Depuis la mi-chemin du premier match de la saison entre le Rouge et Or et le Vert & Or, c'est un Beauceron qui dirige l'attaque de Sherbrooke. À sa dernière année d'éligibilité, le quart Jean-Christophe Bourque St-Hilaire goûte enfin aux joies d'être partant. Et le match de samedi pourrait déjà être son dernier...

L'après-Jérémi Roch n'a pas été de tout repos chez le Vert & Or. La recrue Alexandre Jacob-Michaud a d'abord été désignée, mais son règne en 2016 n'aura duré que deux matchs et demi. Bourque St-Hilaire a pris le relais. Il a connu trois bons départs (54 en 84, 782 verges), puis les choses se sont gâtées lors de la dernière rencontre, une défaite de 30-5 contre les Carabins au cours de laquelle il n'a complété que 12 de ses 28 passes et subi trois interceptions.

«Même s'il sort d'un match plus difficile, il a prouvé qu'il pouvait mener cette équipe-là», a dit l'entraîneur-chef David Lessard, mercredi, en confirmant Bourque St-Hilaire comme quart partant, samedi, lors de la visite du Rouge et Or à Sherbrooke pour le dernier match de la saison régulière.

Un style coloré

Le style du natif de Saint-Georges, un homme souriant et blagueur, tranche avec celui de Roch, a souligné Lessard au Soleil, mercredi. «C'est un Beauceron, et il correspond à l'image qu'on se fait des Beaucerons. Ça donne une couleur à l'équipe qui est un peu différente. Jérémi, c'était un gars hyper business sur le terrain. Jean-Christophe joue un peu comme sa personnalité.

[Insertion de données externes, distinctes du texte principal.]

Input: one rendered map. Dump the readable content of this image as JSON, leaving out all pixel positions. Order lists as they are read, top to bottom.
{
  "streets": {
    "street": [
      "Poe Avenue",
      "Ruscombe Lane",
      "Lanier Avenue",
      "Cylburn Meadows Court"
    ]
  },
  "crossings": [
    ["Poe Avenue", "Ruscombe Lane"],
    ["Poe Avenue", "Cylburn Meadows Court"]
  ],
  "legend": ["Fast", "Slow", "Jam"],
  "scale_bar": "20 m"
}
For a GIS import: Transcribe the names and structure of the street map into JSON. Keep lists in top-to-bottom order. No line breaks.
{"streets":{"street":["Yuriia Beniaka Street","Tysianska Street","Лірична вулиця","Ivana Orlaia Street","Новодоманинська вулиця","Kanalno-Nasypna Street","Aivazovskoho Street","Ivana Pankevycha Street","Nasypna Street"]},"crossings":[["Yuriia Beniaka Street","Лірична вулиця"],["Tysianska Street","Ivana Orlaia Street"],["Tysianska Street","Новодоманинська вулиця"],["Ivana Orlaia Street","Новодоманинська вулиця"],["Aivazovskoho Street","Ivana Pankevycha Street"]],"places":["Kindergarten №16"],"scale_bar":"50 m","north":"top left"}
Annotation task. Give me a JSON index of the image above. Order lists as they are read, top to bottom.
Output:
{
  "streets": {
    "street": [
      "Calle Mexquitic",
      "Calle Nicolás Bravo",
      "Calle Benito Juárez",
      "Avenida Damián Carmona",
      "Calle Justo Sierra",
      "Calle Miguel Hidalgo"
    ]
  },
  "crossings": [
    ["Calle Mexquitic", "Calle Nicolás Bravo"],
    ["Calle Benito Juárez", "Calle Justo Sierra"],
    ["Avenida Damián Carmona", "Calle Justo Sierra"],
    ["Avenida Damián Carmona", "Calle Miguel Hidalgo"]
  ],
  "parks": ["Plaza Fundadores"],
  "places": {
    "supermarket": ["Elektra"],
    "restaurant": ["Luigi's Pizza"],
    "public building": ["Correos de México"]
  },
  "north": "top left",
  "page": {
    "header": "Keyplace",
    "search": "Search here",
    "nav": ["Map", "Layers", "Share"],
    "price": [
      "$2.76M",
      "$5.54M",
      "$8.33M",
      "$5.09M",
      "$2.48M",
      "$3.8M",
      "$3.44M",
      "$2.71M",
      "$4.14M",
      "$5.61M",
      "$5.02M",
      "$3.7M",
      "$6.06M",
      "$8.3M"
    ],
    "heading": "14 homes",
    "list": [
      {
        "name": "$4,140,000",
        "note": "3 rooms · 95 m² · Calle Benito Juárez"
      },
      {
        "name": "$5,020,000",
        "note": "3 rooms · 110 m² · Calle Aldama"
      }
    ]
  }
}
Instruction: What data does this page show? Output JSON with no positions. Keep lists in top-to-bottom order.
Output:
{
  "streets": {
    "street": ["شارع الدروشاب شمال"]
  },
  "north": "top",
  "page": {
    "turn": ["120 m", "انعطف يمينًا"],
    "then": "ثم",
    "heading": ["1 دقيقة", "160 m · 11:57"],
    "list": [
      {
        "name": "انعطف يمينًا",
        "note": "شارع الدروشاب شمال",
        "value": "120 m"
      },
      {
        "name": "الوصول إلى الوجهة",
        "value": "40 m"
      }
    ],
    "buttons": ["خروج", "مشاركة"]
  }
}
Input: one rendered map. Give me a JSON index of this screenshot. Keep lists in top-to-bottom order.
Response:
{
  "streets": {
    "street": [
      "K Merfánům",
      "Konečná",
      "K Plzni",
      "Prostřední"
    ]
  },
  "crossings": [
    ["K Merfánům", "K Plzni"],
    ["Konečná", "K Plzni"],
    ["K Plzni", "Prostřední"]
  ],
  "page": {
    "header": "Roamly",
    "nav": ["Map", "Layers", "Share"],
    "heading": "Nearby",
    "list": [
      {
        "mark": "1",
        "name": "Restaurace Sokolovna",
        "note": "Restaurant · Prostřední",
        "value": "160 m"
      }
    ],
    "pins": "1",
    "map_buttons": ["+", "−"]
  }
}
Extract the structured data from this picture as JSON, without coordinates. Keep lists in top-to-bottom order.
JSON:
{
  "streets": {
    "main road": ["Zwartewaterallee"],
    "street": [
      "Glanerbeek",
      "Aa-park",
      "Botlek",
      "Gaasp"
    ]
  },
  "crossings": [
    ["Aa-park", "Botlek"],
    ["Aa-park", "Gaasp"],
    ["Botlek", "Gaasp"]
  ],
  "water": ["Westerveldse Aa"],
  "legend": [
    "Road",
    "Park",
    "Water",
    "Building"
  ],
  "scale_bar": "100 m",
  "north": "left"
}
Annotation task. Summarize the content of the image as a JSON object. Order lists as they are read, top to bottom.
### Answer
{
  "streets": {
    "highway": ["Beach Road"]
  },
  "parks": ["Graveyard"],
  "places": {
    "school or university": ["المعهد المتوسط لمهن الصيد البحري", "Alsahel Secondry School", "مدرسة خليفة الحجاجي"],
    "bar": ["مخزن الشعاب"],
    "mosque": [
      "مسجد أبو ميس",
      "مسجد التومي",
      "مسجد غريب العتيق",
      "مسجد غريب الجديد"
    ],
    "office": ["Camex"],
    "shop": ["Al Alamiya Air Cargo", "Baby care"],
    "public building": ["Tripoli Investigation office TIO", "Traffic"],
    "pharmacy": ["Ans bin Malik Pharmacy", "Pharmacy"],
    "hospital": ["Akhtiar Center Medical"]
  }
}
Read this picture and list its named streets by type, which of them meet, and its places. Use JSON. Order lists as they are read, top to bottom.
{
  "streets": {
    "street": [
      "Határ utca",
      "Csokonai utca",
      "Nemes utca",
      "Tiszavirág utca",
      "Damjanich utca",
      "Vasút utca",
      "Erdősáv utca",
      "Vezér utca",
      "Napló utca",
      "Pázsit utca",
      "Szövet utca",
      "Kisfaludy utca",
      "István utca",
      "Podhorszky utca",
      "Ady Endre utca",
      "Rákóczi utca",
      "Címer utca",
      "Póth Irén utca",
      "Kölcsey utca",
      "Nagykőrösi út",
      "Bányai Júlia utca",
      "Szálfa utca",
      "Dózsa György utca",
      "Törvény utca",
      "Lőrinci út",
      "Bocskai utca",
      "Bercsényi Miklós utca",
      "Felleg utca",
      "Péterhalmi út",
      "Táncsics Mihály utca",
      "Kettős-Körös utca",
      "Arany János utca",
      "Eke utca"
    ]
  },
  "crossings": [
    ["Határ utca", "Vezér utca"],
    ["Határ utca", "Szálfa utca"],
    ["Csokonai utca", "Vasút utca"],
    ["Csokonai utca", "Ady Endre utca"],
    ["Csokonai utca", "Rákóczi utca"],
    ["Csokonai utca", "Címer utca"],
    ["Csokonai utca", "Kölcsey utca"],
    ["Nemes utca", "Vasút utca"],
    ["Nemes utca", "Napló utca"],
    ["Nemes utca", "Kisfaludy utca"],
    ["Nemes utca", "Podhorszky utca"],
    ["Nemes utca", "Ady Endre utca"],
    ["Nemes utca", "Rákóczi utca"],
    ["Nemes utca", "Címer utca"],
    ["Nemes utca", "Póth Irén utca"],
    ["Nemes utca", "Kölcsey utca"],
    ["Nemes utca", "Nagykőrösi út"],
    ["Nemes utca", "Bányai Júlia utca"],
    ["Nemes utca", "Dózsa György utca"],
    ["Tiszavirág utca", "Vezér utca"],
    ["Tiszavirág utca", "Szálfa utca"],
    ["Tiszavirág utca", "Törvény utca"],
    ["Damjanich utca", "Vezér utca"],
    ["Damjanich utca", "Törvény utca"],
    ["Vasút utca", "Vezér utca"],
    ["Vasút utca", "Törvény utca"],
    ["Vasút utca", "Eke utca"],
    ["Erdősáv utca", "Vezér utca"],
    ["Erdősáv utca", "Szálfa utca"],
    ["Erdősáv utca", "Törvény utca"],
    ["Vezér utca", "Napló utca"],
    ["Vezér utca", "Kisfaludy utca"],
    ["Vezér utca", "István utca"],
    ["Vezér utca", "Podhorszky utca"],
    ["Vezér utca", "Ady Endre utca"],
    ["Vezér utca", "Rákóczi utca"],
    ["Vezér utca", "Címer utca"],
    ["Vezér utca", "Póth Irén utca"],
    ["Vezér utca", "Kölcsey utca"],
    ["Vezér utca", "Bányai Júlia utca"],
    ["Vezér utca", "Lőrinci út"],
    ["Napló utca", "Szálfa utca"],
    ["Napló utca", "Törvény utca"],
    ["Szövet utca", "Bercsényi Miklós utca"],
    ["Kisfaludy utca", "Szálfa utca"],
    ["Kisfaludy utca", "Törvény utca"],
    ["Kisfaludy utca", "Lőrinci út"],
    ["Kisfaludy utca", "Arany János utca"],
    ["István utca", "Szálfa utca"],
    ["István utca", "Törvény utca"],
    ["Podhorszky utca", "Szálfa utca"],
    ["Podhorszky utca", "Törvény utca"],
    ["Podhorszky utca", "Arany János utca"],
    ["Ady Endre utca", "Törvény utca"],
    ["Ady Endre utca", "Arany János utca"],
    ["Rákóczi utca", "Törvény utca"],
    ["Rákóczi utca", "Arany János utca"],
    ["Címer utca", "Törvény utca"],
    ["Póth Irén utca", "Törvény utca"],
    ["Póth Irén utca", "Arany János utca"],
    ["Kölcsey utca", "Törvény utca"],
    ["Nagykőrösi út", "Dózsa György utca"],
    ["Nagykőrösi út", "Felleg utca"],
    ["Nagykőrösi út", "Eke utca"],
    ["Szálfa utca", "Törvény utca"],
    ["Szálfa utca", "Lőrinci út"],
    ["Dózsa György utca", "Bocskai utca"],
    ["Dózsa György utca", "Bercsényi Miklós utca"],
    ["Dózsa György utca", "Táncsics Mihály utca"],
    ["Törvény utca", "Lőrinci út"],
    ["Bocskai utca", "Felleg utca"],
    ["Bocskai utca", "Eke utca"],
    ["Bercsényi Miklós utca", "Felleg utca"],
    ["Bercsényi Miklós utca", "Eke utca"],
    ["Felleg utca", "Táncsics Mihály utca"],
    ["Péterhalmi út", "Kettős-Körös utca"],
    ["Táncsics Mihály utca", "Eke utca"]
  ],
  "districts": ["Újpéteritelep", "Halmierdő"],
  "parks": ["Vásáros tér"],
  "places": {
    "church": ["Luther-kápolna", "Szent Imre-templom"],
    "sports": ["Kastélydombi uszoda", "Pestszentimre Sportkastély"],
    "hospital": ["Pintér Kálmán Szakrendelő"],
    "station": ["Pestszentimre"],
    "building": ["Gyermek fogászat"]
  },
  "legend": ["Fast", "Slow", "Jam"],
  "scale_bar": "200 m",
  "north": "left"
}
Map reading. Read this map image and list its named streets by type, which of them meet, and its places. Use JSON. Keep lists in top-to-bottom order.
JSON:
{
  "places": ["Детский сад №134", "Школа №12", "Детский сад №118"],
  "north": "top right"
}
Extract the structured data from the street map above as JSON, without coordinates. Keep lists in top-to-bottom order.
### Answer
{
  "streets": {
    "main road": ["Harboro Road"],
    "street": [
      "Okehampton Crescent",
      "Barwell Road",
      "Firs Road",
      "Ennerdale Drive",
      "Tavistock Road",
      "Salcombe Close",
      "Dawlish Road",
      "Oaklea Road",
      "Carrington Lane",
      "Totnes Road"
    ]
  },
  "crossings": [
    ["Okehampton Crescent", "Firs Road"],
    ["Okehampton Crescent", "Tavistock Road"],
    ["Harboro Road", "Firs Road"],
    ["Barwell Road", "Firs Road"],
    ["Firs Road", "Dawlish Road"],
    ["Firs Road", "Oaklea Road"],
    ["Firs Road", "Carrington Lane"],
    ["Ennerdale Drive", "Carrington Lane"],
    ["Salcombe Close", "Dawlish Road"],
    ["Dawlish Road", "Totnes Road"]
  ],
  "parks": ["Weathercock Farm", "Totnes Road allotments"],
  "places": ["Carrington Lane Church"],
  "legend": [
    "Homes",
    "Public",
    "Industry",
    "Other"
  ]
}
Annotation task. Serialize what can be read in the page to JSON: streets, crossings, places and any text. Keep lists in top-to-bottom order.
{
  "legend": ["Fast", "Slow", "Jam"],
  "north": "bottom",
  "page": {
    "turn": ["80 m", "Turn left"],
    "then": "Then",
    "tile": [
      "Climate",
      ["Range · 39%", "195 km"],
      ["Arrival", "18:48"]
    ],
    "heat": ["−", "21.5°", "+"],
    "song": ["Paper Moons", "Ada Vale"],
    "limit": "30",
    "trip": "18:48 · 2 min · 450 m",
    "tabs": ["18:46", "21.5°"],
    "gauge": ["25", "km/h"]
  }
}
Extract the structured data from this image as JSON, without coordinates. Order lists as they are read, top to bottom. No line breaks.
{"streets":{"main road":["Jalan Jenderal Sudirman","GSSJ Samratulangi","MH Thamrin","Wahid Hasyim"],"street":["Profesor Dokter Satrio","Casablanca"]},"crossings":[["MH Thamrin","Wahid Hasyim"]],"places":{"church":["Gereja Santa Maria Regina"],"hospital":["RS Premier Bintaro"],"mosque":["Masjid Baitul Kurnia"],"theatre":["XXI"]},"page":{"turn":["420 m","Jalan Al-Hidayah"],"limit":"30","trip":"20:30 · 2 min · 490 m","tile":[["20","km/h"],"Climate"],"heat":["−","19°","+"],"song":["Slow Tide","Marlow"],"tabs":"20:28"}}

Son enthousiasme est contagieux.»

En cas d'élimination samedi, ce cinquième départ en carrière sera le dernier pour l'homme au bras puissant. «C'est un peu bizarre. C'est ma quatrième année, mais c'est la première fois que je joue vraiment. Je ne réalise pas encore [que la fin approche]», a indiqué l'ancien des Condors de Beauce-Appalaches, qui a raté toute la saison 2015 en raison d'une déchirure du ligament croisé antérieur (genou).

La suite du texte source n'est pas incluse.